STATE OF MINNESOTA IN COURT OF APPEALS
Feb 8, 2021
A20-0107 (Minn. Ct. App. Feb. 8, 2021)

Opinion

A20-0107

02-08-2021

State of Minnesota, Respondent, v. Anthony Mitchell Spry, Appellant.

Keith Ellison, Attorney General, St. Paul, Minnesota; and Michael O. Freeman, Hennepin County Attorney, Minneapolis, Minnesota; and James R. Rowader, Jr., Minneapolis City Attorney, Rebekah M. Murphy, Assistant City Attorney, Minneapolis, Minnesota (for respondent) Cathryn Middlebrook, Chief Appellate Public Defender, Christopher L. Mishek, St. Paul, Minnesota (for appellant)


This opinion is nonprecedential except as provided by Minn . R. Civ. App. P. 136.01, subd. 1(c). Affirmed
Bratvold, Judge Hennepin County District Court
File No. 27-CR-18-11092 Keith Ellison, Attorney General, St. Paul, Minnesota; and Michael O. Freeman, Hennepin County Attorney, Minneapolis, Minnesota; and James R. Rowader, Jr., Minneapolis City Attorney, Rebekah M. Murphy, Assistant City Attorney, Minneapolis, Minnesota (for respondent) Cathryn Middlebrook, Chief Appellate Public Defender, Christopher L. Mishek, St.
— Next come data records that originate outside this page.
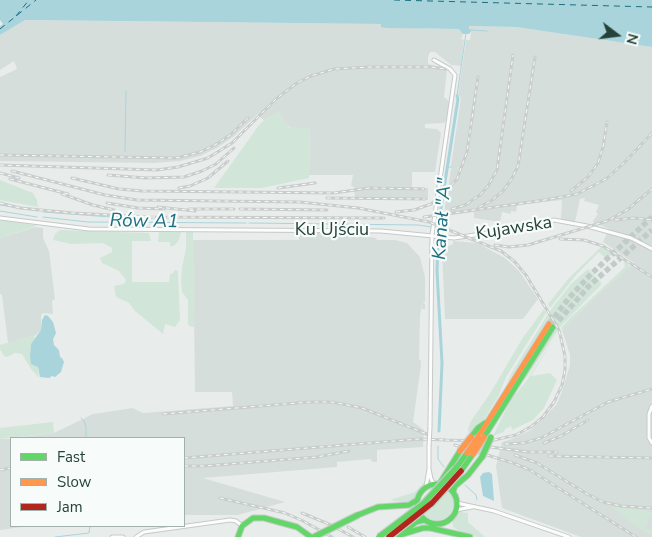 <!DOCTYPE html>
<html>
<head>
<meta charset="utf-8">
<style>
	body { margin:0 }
	#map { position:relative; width:652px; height:537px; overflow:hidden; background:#e8edeb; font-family:"Nunito Sans",sans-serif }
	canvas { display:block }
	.legend { position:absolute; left:10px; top:437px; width:175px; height:90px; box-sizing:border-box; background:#f7fbf9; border:1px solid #a3b1ad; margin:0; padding:6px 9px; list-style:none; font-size:15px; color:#24423a }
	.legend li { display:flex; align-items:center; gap:10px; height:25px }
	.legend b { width:25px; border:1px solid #a3b1ad }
	.north { position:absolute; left:592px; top:10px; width:50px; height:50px; -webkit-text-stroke:4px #f7fbf9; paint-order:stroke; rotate:105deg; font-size:14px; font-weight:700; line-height:20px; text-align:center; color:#24423a }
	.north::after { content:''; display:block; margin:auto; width:18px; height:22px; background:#24423a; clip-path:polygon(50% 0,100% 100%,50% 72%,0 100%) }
</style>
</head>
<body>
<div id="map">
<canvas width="652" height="537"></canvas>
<ul class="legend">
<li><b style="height:6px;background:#63d668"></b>Fast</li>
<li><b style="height:6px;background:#ff974d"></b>Slow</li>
<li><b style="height:6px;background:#b3261e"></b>Jam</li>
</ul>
<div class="north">N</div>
</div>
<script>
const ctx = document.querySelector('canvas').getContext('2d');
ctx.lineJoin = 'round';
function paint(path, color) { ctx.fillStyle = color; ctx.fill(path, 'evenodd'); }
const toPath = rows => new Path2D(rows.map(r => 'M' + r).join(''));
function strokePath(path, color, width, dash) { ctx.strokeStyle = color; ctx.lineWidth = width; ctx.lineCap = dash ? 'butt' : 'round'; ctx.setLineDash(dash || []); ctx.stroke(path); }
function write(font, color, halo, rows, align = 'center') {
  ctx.font = font + ' "Nunito Sans",sans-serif'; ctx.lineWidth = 4.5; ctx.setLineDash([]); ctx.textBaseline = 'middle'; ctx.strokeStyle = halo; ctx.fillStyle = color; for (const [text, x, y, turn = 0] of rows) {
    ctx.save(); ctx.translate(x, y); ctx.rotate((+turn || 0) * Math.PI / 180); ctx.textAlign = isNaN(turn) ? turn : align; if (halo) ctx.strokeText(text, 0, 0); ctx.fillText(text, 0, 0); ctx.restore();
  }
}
paint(toPath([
	[25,20,381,24,427,29,460,29,464,32,461,39,464,40,461,66,451,65,435,52,430,52,428,57,428,64,445,68,447,70,444,97,449,101,447,120,444,123,425,124,425,128,437,129,441,133,435,172,412,172,412,187,428,188,428,200,355,199,354,187,351,186,353,175,309,175,310,132,309,129,292,128,284,123,281,116,267,118,264,121,258,114,233,137,217,148,200,156,180,161,153,163,0,161,0,77,17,69,14,61,0,70,0,35],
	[469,26,516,27,652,47,652,537,581,537,502,508,496,466,502,442,509,440,529,431,542,420,556,405,561,394,570,365,570,355,562,330,594,298,634,263,603,242,609,229,600,225,595,226,593,221,598,214,596,212,599,205,584,201,585,198,580,199,575,222,561,219,562,200,517,205,516,212,511,211,511,214,502,212,500,222,474,218,474,212,445,216,445,205,449,191,448,188,451,169,452,168,451,165,461,98,458,95,466,40,470,40,471,32,469,30],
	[35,227,43,228,43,238,49,251,55,299,52,301,53,314,43,313,41,315,41,330,36,335,8,343,2,295,0,294,0,238],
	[299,233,370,233,370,237,376,238,377,240,395,240,407,243,420,257,425,277,425,301,423,303,425,304,425,309,422,309,422,304,420,316,419,360,421,360,421,365,413,422,424,430,423,447,377,450,377,462,373,462,370,459,337,462,337,467,203,478,285,502,238,515,184,515,184,438,14,438,54,433,93,414,133,408,143,413,233,406,232,392,195,392,193,240,299,240],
	[453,241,477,243,505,258,519,271,538,299,523,319,445,319,442,249,453,244],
	[0,439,11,439,11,526,29,526,0,530]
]), '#d6dedb');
paint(toPath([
	[279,111,283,121,289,127,305,128,310,130,309,178,262,188,214,188,259,125,267,118],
	[0,180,33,193,37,200,38,207,0,200],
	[0,220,35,225,36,226,0,238],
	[60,230,149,233,151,241,132,241,132,282,169,282,170,274,173,273,175,270,178,271,180,320,175,327,165,324,163,334,135,311,129,303,116,297,114,286,124,284,126,280,119,271,102,263,100,258,112,252,112,248,103,243,71,244,53,240,55,234],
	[159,232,181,232,179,240,174,246,170,246,170,242,158,242],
	[186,232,193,232,194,327,189,326,188,323,188,300,182,292,181,281,182,268,186,248],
	[602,246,624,260,630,267,594,298,562,330,561,328,570,318,625,267,624,261,615,256,611,255,606,259,599,252,576,275,550,308,548,304,569,278],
	[588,269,601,282,601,285,559,328,549,312,571,284],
	[544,309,546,313,506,377,499,395,485,418,469,437,468,429,471,421,491,392,522,339],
	[548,314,558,330,529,374,516,391,555,329,546,323,506,385,511,374],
	[557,334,531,376,550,373,557,380,544,408,533,420,512,430,511,426,505,429,504,432,493,436,510,401,527,380],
	[34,335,35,338,31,344,30,356,31,361,38,367,39,378,31,369,22,354,15,353,7,357,4,356,0,349,0,345],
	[53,422,54,433,0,439,0,428],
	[426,480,425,485,412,502,406,503,390,500,415,492],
	[448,490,453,497,454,504,449,516,441,521,435,521,425,517,423,515],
	[610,506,652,512,645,528,652,531,652,535,636,526],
	[461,510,462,512,468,513,468,522,485,537,477,537,463,533,453,527,452,520]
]), '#d1e6d8');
paint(toPath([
	[0,0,652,0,652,47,516,27,469,26,469,29,472,30,469,34,463,34,459,29,387,28,381,27,381,24,25,20,0,35,0,26,3,24,0,20],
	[45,315,48,316,53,322,56,333,53,339,54,345,59,350,60,357,62,358,64,362,61,372,55,377,52,376,49,378,40,377,38,367,31,364,30,356,31,344,41,330,42,320],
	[489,472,492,474,494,501,483,496,480,477,483,473]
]), '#a9d4db');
strokePath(toPath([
	[472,30,487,31],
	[457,96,466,33],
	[125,151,126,91],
	[447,167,452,167],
	[0,205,38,211],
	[0,211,37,217],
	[43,212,124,218],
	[43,217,88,222,246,223],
	[249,223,418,225,431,227],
	[81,418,84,421,86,427,86,438],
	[438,446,438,459,444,467],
	[465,485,476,495,477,500],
	[55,537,89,533,90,526]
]), '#a9d4db', 1);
strokePath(toPath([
	[439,431,442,363,437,271,438,241,440,214,458,99,457,96]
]), '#a9d4db', 3);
strokePath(toPath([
	[394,0,652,7],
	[16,16,29,0],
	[0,29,36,0]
]), '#1c6f80', 1, [6, 5]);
strokePath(toPath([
	[549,324,569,298,591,274,652,217],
	[553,327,589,286,652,230]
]), '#c1cbc8', 5.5, [5.5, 3]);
const street = toPath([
	[0,218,89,229,381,231,454,238,516,229,554,220,587,226,631,238,652,249],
	[652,406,649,414,649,438,652,443],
	[430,427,432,235,455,75,450,69,434,60],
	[429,447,429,469,431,479,434,484],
	[426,487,429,469],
	[457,503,494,511,569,537],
	[456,510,472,507],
	[112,537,123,537],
	[136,537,144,532,230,520,236,521,242,526]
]);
const fast = toPath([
	[471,437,478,428,485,423],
	[484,437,553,327],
	[456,468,467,453],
	[461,471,473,454],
	[440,483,460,451],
	'417 504a20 20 0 1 1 40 0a20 20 0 1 1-40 0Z',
	[453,492,455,486,468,475,482,457],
	[358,515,378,507,409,505,417,500],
	[242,526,253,518,264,518,297,527,311,537],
	[403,534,423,528,430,528,470,537],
	[238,537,242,526],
	[399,537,416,522,424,520]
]);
const slow = toPath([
	[478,437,549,324]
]);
strokePath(street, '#c5cac8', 5);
strokePath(fast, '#c3ccc9', 7);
strokePath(slow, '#c3ccc9', 7);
strokePath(street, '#fcfcfc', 3);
strokePath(fast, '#63d668', 5);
strokePath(slow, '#ff974d', 5);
const rail = toPath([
	[0,155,176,158,200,152,215,145,229,136,248,118],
	[0,165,157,170,178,167,208,158,232,143,276,99,297,83,311,76,334,69,371,67,431,67,445,69],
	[12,171,105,195,137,200,300,202,358,208,429,222,501,251,514,261,526,275,559,330,565,356,565,370,562,385,554,402,543,417,532,426,516,435,490,441,441,440],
	[0,173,19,178],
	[108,175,146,178,184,177,202,171,216,164,234,148],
	[72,178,119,189,142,191,335,193],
	[10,179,68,194],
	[179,188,190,186,208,178,228,161],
	[278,188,315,183],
	[571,191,588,177,598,163,603,147,607,122],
	[334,193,369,188,424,189],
	[62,194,93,205,114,210],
	[327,198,425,199],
	[0,203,20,208,73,213,148,217,384,218],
	[107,203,138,208,164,209],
	[158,207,195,211],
	[479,207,491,201,503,191,511,180,518,166,535,57],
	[189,209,234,209],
	[240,209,327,210],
	[452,209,465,205,480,195,488,186,497,170,513,55],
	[396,212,414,210,431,204,445,193,457,179,467,152,478,77],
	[424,217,545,200,577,194,606,179,624,163,652,133],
	[615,220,634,218,652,220],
	[560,239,584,240,603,246,652,277],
	[495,245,509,247,528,245,607,221,627,210,652,189],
	[163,414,310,402,332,402,362,408,429,435],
	[544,443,561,436,588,420],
	[505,444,524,443,541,438,608,402,652,389],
	[455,445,513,463,530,470,636,537],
	[483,446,528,452,557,452],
	[515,455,537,463,587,494,603,502,621,506,652,508],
	[549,456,652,458],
	[184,458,419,439,446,440],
	[184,466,204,466,317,457,349,451],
	[0,470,11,468],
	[220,498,285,513,303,521,332,537],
	[302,513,331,525,353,537],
	[348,527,365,537]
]);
strokePath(rail, '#c9cdcc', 3);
strokePath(rail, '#f7fbf9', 1, [4]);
const streetBridge = toPath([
	[429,447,430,427]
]);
const fastBridge = toPath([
	[482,457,491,437],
	[314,537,358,515],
	[379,537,423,504,456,468]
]);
const slowBridge = toPath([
	[460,451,471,437],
	[467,453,478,437],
	[473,454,484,437]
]);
const jamBridge = toPath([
	[389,537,432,503,461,471]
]);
strokePath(streetBridge, '#c5cac8', 5, []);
strokePath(fastBridge, '#c3ccc9', 8, []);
strokePath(slowBridge, '#c3ccc9', 8, []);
strokePath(jamBridge, '#c3ccc9', 8, []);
strokePath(streetBridge, '#fcfcfc', 3);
strokePath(fastBridge, '#63d668', 5.5);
strokePath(slowBridge, '#ff974d', 5.5);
strokePath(jamBridge, '#b3261e', 5.5);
write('18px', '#24423a', '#f7fbf9', [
	["Kujawska",514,229,-9],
	["Ku Ujściu",332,231]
]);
write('italic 19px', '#1c6f80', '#f7fbf9', [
	["Kanał \"A\"",443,219,-86],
	["Rów A1",144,222,1]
]);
</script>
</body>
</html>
Paul, Minnesota (for appellant) Considered and decided by Reilly, Presiding Judge; Worke, Judge; and Bratvold, Judge.

NONPRECEDENTIAL OPINION

BRATVOLD, Judge

Appellant seeks review of his final judgments of conviction, entered after a jury found him guilty of interfering with the operation of a transit vehicle, Minn. Stat. § 609.855, subd. 2(a) (2016), and trespassing on "posted" private property, Minneapolis, Minn., Code of Ordinances (MCO) § 385.380, subd. (b)(3) (2017). Appellant argues that (1) the record evidence is insufficient to support his conviction of interfering with the operation of a transit vehicle; (2) the record evidence is insufficient to support his conviction of trespass because the notice was not "posted"; and (3) during closing argument, the prosecuting attorney committed misconduct by impermissibly vouching for the officers who testified. Because the evidence is sufficient to support appellant's convictions for both offenses, and because appellant was not prejudiced by any alleged error in the prosecuting attorney's closing argument, we affirm.

FACTS

These facts summarize the testimony and videotaped evidence received during trial. On April 13, 2018, around 2:00 p.m., appellant Anthony Mitchell Spry was at the Hiawatha Avenue and Lake Street light-rail transit station in Minneapolis. Spry walked to the north end of the station platform and stepped off the platform and onto the tracks. Spry began walking north on the southbound tracks, which travelled along an overpass or bridge over a city street. Spry continued walking on the tracks toward 26th street, about the distance of four blocks from the station. Metro Transit officers arrested Spry when he reached 26th street.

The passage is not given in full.